◆ Task objective ◆
Give back an exact repetition of the material below, from its first line through the line that contains "I am building", both included, minus the pictures.
(Beginning of Extracted material)
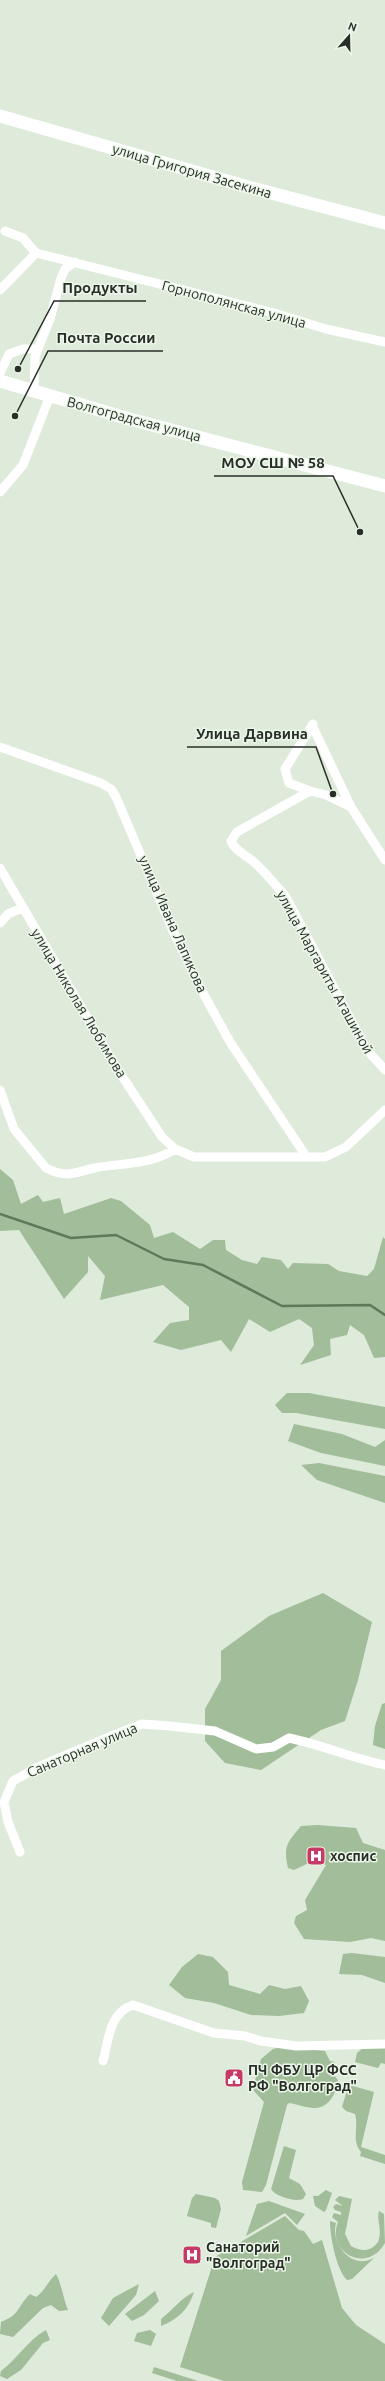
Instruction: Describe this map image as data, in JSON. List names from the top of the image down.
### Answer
{
  "streets": {
    "street": [
      "улица Григория Засекина",
      "Горнополянская улица",
      "Волгоградская улица",
      "улица Ивана Лапикова",
      "улица Маргариты Агашиной",
      "улица Николая Любимова",
      "Санаторная улица"
    ]
  },
  "places": {
    "other": [
      "Продукты",
      "Почта России",
      "МОУ СШ № 58",
      "Улица Дарвина"
    ],
    "hospital": ["хоспис", "Санаторий \"Волгоград\""],
    "public building": ["ПЧ ФБУ ЦР ФСС РФ \"Волгоград\""]
  },
  "north": "top"
}
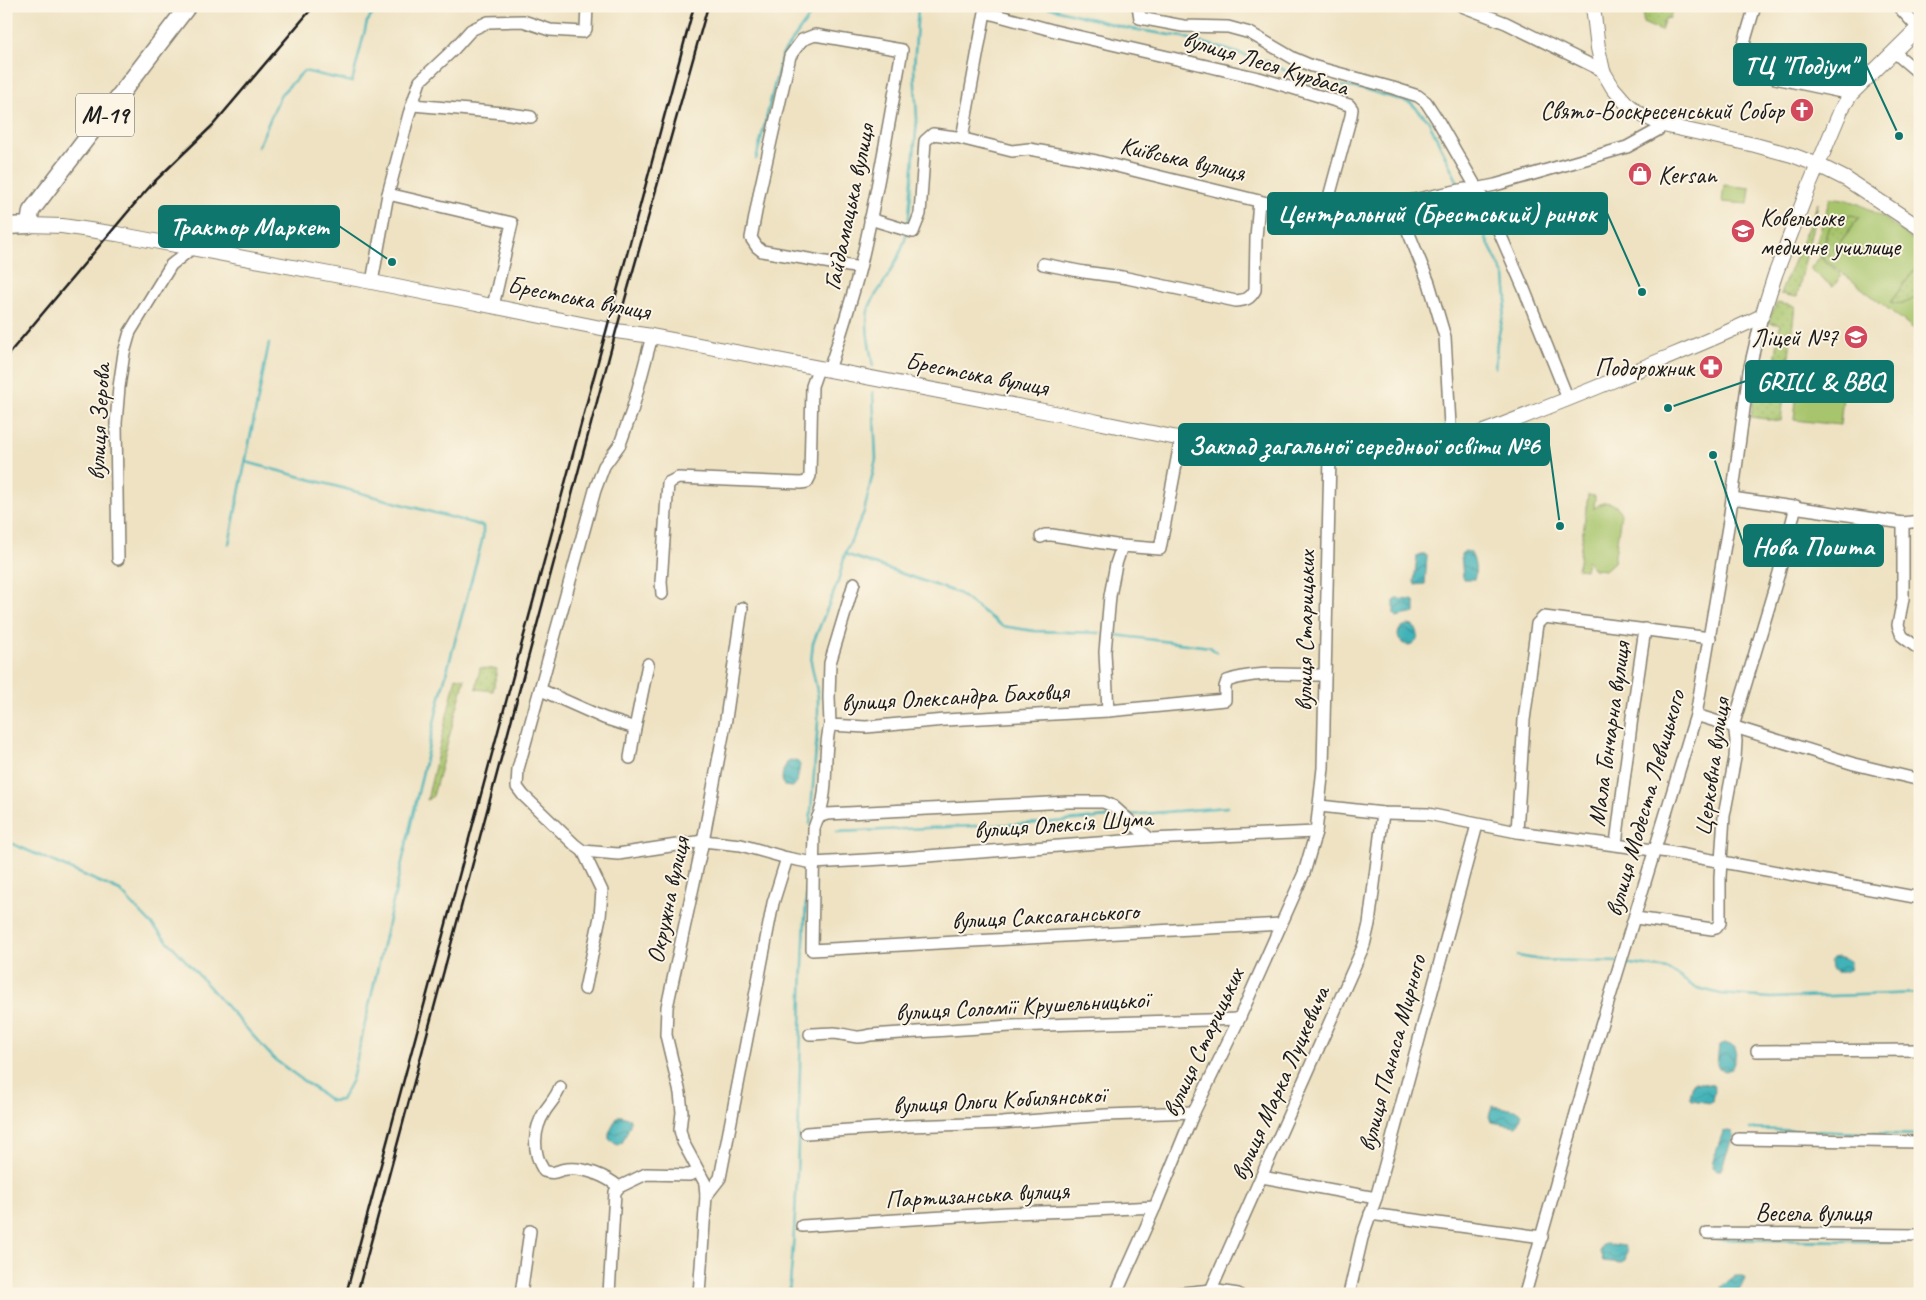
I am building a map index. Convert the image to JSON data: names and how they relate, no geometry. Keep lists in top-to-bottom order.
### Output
{
  "streets": {
    "highway": ["М-19", "Брестська вулиця"],
    "street": [
      "вулиця Леся Курбаса",
      "Київська вулиця",
      "Гайдамацька вулиця",
      "вулиця Зерова",
      "вулиця Старицьких",
      "вулиця Олександра Баховця",
      "Мала Гончарна вулиця",
      "Церковна вулиця",
      "вулиця Модеста Левицького",
      "вулиця Олексія Шума",
      "Окружна вулиця",
      "вулиця Саксаганського",
      "вулиця Соломії Крушельницької",
      "вулиця Панаса Мирного",
      "вулиця Марка Луцкевича",
      "вулиця Ольги Кобилянської",
      "Партизанська вулиця",
      "Весела вулиця"
    ]
  },
  "crossings": [
    ["вулиця Леся Курбаса", "Київська вулиця"],
    ["вулиця Леся Курбаса", "Брестська вулиця"],
    ["М-19", "Брестська вулиця"],
    ["Київська вулиця", "Гайдамацька вулиця"],
    ["Гайдамацька вулиця", "Брестська вулиця"],
    ["Брестська вулиця", "вулиця Зерова"],
    ["Брестська вулиця", "вулиця Старицьких"],
    ["Брестська вулиця", "вулиця Модеста Левицького"],
    ["вулиця Старицьких", "вулиця Олександра Баховця"],
    ["вулиця Старицьких", "вулиця Олексія Шума"],
    ["вулиця Старицьких", "вулиця Саксаганського"],
    ["вулиця Старицьких", "вулиця Соломії Крушельницької"],
    ["вулиця Старицьких", "вулиця Ольги Кобилянської"],
    ["вулиця Старицьких", "Партизанська вулиця"],
    ["Мала Гончарна вулиця", "Церковна вулиця"],
    ["Церковна вулиця", "вулиця Модеста Левицького"],
    ["Церковна вулиця", "вулиця Панаса Мирного"],
    ["Церковна вулиця", "вулиця Марка Луцкевича"],
    ["вулиця Олексія Шума", "Окружна вулиця"],
    ["вулиця Олексія Шума", "вулиця Саксаганського"]
  ],
  "places": {
    "church": ["Свято-Воскресенський Собор"],
    "other": [
      "ТЦ \"Подіум\"",
      "Трактор Маркет",
      "Центральний (Брестський) ринок",
      "GRILL & BBQ",
      "Нова Пошта",
      "Заклад загальної середньої освіти №6"
    ],
    "shop": ["Kersan"],
    "school or university": ["Ковельське медичне училище", "Ліцей №7"],
    "pharmacy": ["Подорожник"]
  }
}
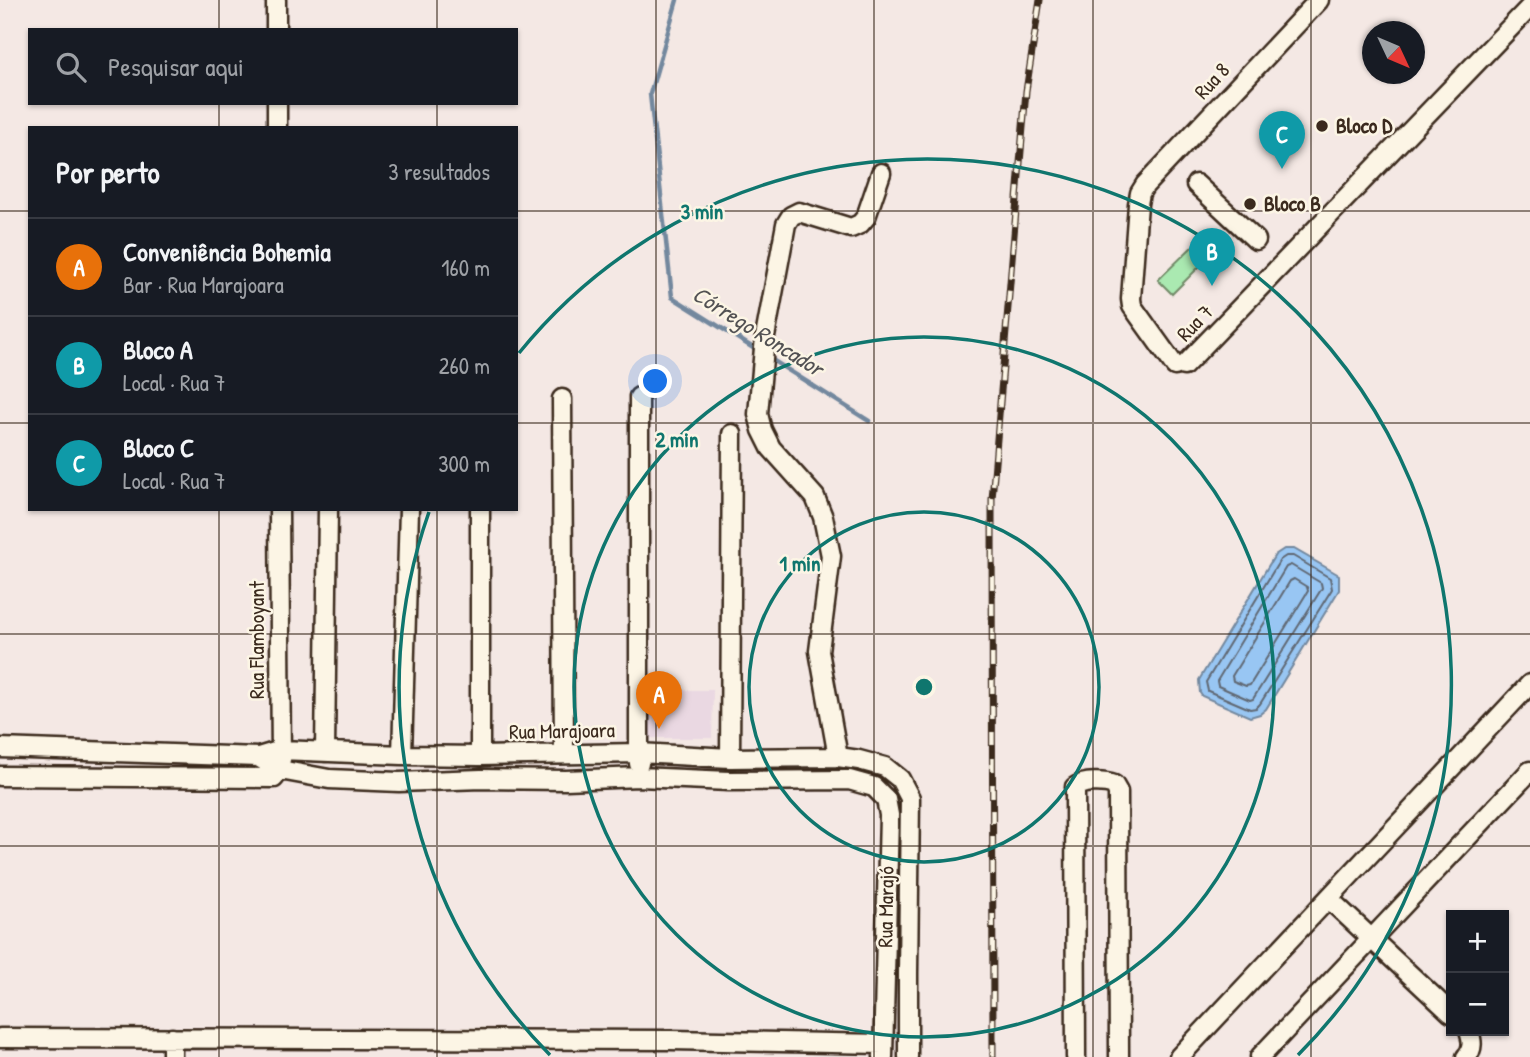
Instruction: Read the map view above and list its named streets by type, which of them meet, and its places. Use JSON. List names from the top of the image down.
{
  "streets": {
    "street": [
      "Rua 8",
      "Rua 7",
      "Rua Flamboyant",
      "Rua Marajoara",
      "Rua Marajó"
    ]
  },
  "crossings": [
    ["Rua 8", "Rua 7"],
    ["Rua Flamboyant", "Rua Marajoara"],
    ["Rua Marajoara", "Rua Marajó"]
  ],
  "water": ["Córrego Roncador"],
  "places": ["Bloco D", "Bloco B"],
  "north": "bottom right",
  "page": {
    "search": "Pesquisar aqui",
    "pins": ["C", "B", "A"],
    "heading": ["Por perto", "3 resultados"],
    "list": [
      {
        "mark": "A",
        "name": "Conveniência Bohemia",
        "note": "Bar · Rua Marajoara",
        "value": "160 m"
      },
      {
        "mark": "B",
        "name": "Bloco A",
        "note": "Local · Rua 7",
        "value": "260 m"
      },
      {
        "mark": "C",
        "name": "Bloco C",
        "note": "Local · Rua 7",
        "value": "300 m"
      }
    ],
    "map_buttons": ["+", "−"]
  },
  "rings": ["3 min", "2 min", "1 min"]
}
(End of Extracted material)
◆ Task output ◆
Instruction: Describe this map image as data, in JSON. List names from the top of the image down.
### Answer
{
  "streets": {
    "street": [
      "улица Григория Засекина",
      "Горнополянская улица",
      "Волгоградская улица",
      "улица Ивана Лапикова",
      "улица Маргариты Агашиной",
      "улица Николая Любимова",
      "Санаторная улица"
    ]
  },
  "places": {
    "other": [
      "Продукты",
      "Почта России",
      "МОУ СШ № 58",
      "Улица Дарвина"
    ],
    "hospital": ["хоспис", "Санаторий \"Волгоград\""],
    "public building": ["ПЧ ФБУ ЦР ФСС РФ \"Волгоград\""]
  },
  "north": "top"
}
I am building a map index. Convert the image to JSON data: names and how they relate, no geometry. Keep lists in top-to-bottom order.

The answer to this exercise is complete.